**RECORDS FOR THIS TASK**
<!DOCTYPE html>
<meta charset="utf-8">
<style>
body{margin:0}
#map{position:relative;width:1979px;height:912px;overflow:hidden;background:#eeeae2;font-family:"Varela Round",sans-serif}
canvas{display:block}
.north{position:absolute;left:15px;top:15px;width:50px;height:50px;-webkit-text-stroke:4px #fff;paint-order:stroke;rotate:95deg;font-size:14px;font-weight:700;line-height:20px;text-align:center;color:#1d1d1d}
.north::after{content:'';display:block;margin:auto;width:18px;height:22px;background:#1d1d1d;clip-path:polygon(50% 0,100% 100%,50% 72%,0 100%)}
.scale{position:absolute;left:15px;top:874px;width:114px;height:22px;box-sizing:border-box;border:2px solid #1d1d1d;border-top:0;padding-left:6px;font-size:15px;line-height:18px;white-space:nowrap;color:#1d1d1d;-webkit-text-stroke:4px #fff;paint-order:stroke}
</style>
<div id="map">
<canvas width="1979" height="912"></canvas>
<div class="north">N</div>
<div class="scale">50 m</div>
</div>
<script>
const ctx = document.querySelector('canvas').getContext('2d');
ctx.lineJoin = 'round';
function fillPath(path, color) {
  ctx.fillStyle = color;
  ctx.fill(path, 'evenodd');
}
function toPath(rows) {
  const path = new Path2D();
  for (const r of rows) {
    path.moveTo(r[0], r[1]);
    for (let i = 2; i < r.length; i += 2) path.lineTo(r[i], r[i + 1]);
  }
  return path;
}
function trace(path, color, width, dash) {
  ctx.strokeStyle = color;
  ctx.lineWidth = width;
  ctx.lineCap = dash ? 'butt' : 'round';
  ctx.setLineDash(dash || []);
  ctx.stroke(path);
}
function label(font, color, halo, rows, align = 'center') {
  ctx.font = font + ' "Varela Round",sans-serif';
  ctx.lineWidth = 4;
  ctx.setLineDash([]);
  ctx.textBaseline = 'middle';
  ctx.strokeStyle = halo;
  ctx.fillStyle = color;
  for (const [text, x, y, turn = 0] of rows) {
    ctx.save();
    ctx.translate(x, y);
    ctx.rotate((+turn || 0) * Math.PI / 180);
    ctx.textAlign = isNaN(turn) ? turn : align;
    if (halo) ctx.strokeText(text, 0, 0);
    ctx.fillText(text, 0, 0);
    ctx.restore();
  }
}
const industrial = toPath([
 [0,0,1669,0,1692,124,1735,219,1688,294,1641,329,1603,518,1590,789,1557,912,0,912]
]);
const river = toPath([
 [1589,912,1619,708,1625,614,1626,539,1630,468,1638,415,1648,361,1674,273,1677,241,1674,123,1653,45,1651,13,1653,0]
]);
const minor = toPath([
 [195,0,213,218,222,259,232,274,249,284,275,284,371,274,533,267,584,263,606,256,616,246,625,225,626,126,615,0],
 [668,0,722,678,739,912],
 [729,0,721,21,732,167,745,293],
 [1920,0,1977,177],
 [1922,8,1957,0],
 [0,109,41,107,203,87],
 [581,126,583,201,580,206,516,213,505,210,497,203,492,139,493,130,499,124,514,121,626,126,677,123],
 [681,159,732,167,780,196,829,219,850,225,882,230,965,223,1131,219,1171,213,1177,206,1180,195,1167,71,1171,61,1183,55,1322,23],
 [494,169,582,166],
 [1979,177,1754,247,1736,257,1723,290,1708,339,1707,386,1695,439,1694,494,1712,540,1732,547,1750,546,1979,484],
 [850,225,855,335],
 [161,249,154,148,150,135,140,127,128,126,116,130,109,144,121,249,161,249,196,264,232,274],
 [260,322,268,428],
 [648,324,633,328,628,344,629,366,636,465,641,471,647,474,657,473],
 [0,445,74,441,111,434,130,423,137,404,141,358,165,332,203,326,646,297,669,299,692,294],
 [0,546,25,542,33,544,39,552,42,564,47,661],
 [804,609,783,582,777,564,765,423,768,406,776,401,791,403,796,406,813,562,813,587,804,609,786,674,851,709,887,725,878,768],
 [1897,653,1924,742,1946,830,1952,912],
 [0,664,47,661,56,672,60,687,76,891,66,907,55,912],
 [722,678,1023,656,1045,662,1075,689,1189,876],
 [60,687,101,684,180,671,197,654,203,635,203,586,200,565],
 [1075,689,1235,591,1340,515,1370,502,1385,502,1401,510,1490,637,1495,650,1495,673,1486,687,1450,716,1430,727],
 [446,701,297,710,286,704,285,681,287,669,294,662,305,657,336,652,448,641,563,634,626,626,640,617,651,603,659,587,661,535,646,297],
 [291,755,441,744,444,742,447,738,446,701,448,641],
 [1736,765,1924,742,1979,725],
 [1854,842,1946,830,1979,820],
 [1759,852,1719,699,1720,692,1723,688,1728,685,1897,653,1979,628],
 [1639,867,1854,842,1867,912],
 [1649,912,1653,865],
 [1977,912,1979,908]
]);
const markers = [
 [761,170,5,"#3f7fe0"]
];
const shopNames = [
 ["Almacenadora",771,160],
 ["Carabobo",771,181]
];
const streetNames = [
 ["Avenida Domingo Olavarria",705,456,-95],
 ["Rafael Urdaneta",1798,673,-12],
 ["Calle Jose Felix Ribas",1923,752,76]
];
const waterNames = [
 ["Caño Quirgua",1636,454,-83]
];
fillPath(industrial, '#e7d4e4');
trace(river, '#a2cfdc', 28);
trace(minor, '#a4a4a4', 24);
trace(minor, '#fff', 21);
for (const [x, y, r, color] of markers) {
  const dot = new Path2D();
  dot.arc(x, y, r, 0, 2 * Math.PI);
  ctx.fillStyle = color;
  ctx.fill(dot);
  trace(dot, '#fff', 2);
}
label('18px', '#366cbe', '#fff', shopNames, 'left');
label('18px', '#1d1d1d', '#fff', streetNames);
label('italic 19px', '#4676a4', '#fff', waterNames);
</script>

**TASK OBJECTIVE**
For each line in the entries that holds "canvas", return that line.

**ANSWER SECTION**
canvas{display:block}
<canvas width="1979" height="912"></canvas>
const ctx = document.querySelector('canvas').getContext('2d');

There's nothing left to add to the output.